Eukaryotes originated from the symbiosis of an Asgard archaeon, the alphaproteobacterial ancestor of mitochondria, and possibly additional bacterial contributions.
This transition occurred in redox-transition environments such as microbial mats or shallow sediments ∼2 billion years ago, when atmospheric oxygen was far lower than today. We investigated Asgard-enriched microbial mats from the low-oxygen, sulfidic Catherine volcano lake (Afar region, Ethiopia), mimicking early Proterozoic conditions.
16S rRNA gene metabarcoding, metagenomics, and metagenome-assembled genome analyses across redox-stratified layers of in situ and mesocosm-maintained mats revealed that Asgardarchaeota thrived in the sulfate-reduction zone, mainly co-occurring with Desulfurobacterota-Myxococcota, among others. Lokiarchaeia and Thorarchaeia preferred anoxic layers.
Within Heimdallarchaeia, Heimdallarchaeales were enriched in upper layers, correlating with oxygen-tolerant hydrogenase and sulfate-reduction genes, and Hodarchaeales, in anoxic layers, correlating with methanogenesis.

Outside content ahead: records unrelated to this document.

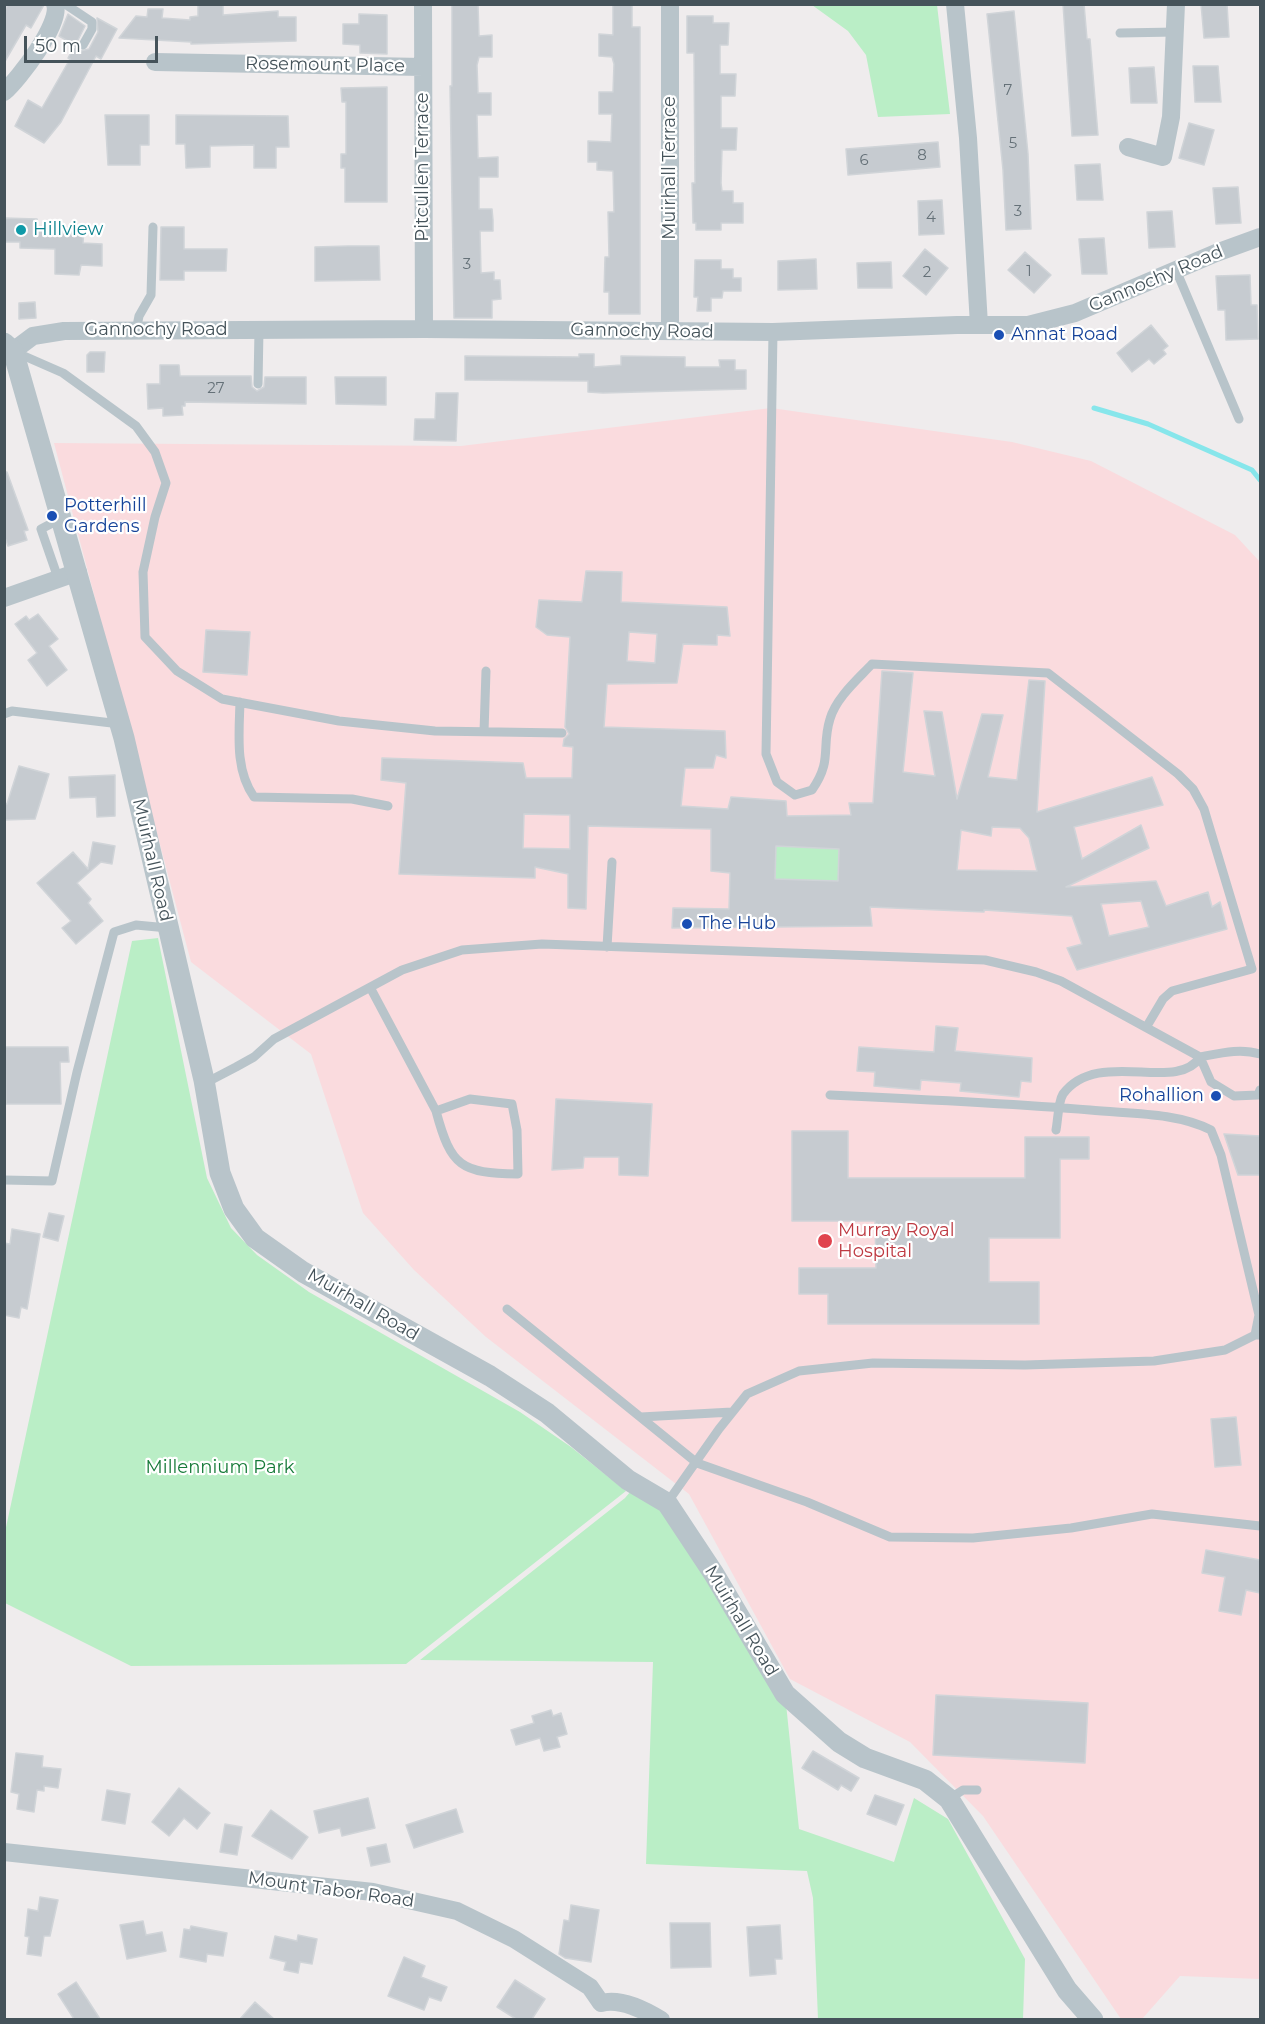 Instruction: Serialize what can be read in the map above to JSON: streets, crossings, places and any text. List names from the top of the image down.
{
  "streets": {
    "street": [
      "Rosemount Place",
      "Pitcullen Terrace",
      "Muirhall Terrace",
      "Gannochy Road",
      "Muirhall Road",
      "Mount Tabor Road"
    ]
  },
  "crossings": [
    ["Rosemount Place", "Pitcullen Terrace"],
    ["Pitcullen Terrace", "Gannochy Road"],
    ["Muirhall Terrace", "Gannochy Road"],
    ["Gannochy Road", "Muirhall Road"]
  ],
  "parks": ["Millennium Park"],
  "places": [
    "Hillview",
    "Annat Road",
    "Potterhill Gardens",
    "The Hub",
    "Rohallion",
    "Murray Royal Hospital"
  ],
  "house_numbers": [
    "7",
    "5",
    "8",
    "6",
    "3",
    "4",
    "3",
    "1",
    "2",
    "27"
  ],
  "scale_bar": "50 m"
} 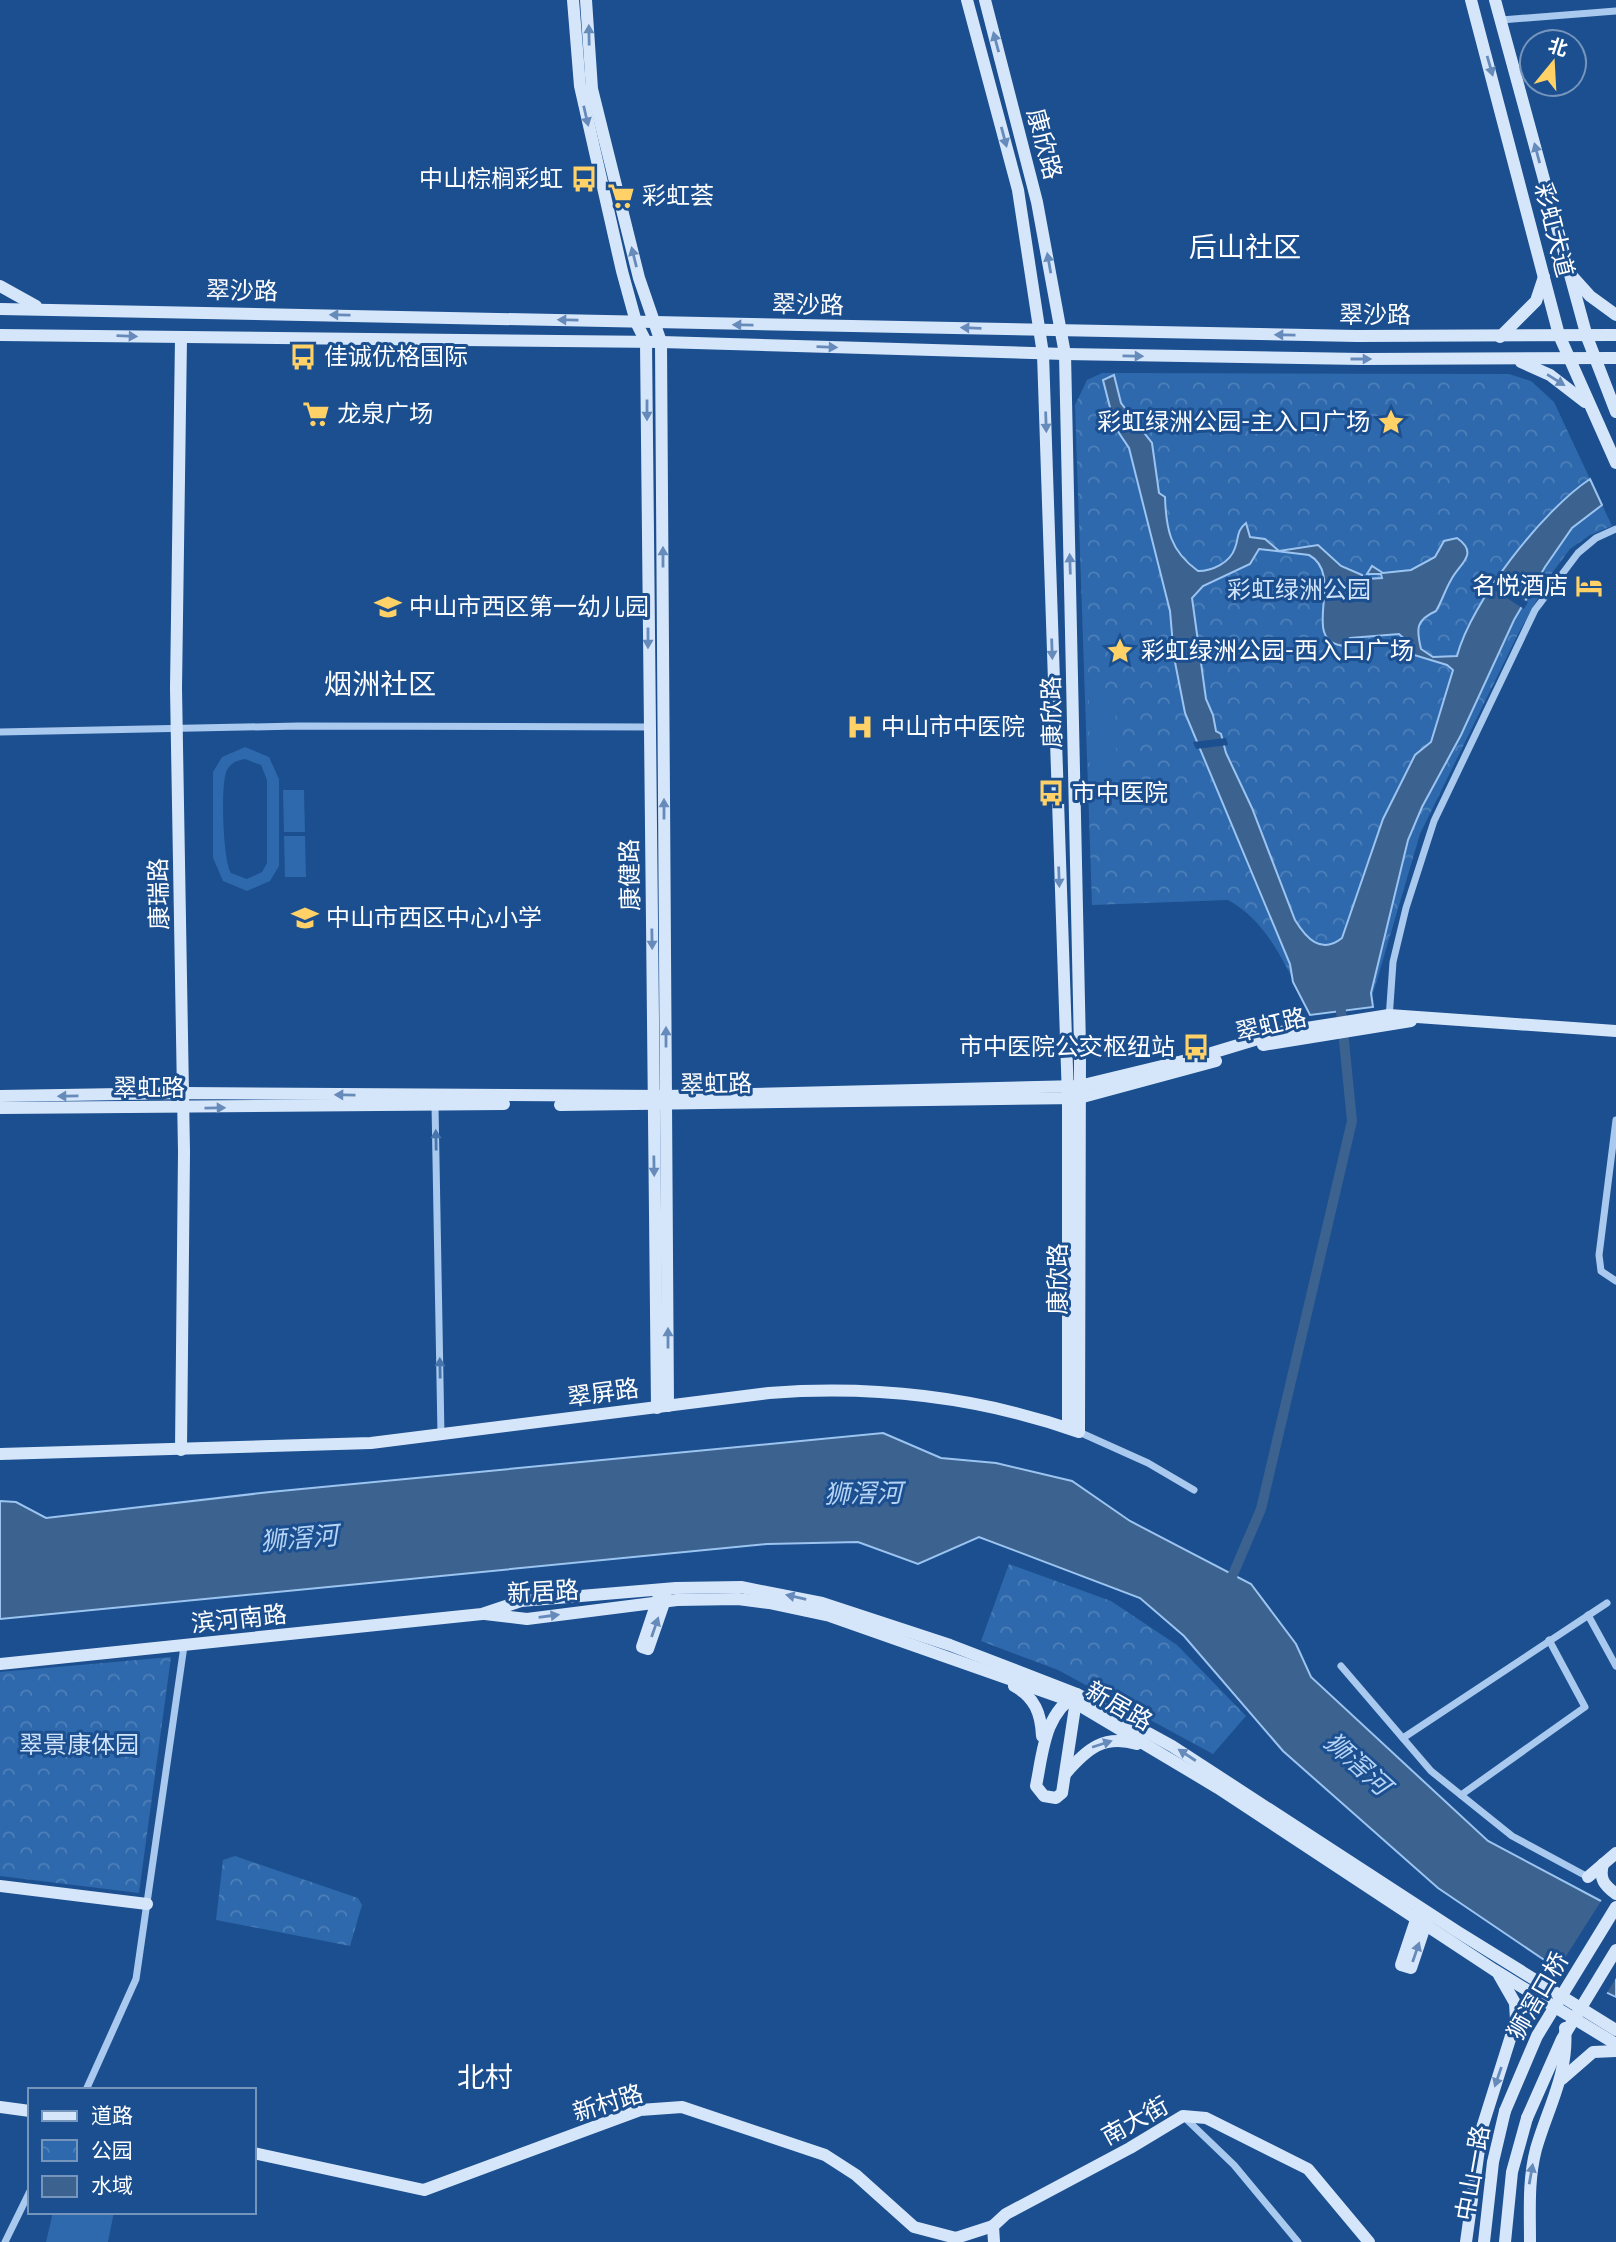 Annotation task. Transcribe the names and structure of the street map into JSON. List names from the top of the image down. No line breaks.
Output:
{"streets":{"street":["康欣路","彩虹大道","翠沙路","康健路","康瑞路","翠虹路","翠屏路","新居路","滨河南路","狮滘口桥","新村路","南大街","中山一路"]},"crossings":[["康欣路","翠沙路"],["康欣路","翠虹路"],["康欣路","翠屏路"],["彩虹大道","翠沙路"],["翠沙路","康健路"],["翠沙路","康瑞路"],["康健路","翠虹路"],["康健路","翠屏路"],["康瑞路","翠虹路"],["康瑞路","翠屏路"],["新居路","滨河南路"],["狮滘口桥","中山一路"],["新村路","南大街"]],"districts":["后山社区","烟洲社区","北村"],"water":["狮滘河"],"parks":["彩虹绿洲公园","翠景康体园"],"places":{"bus stop":["中山棕榈彩虹","佳诚优格国际","市中医院","市中医院公交枢纽站"],"supermarket":["彩虹荟","龙泉广场"],"place":["彩虹绿洲公园-主入口广场","彩虹绿洲公园-西入口广场"],"hotel":["名悦酒店"],"school or university":["中山市西区第一幼儿园","中山市西区中心小学"],"hospital":["中山市中医院"]},"legend":["道路","公园","水域"],"north":"top"}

Although reactive-oxygen-species defense mechanisms were widespread, Asgardarchaeota lacked aerobic respiration. These results support the idea that Asgard archaea engaged primarily in syntrophic interactions with sulfate-reducers under early-Earth-like conditions.
Redox distribution of Asgard archaea and co-occurring taxa in microbial mats from an early Proterozoic ecosystem analog, biorxiv.org (open access)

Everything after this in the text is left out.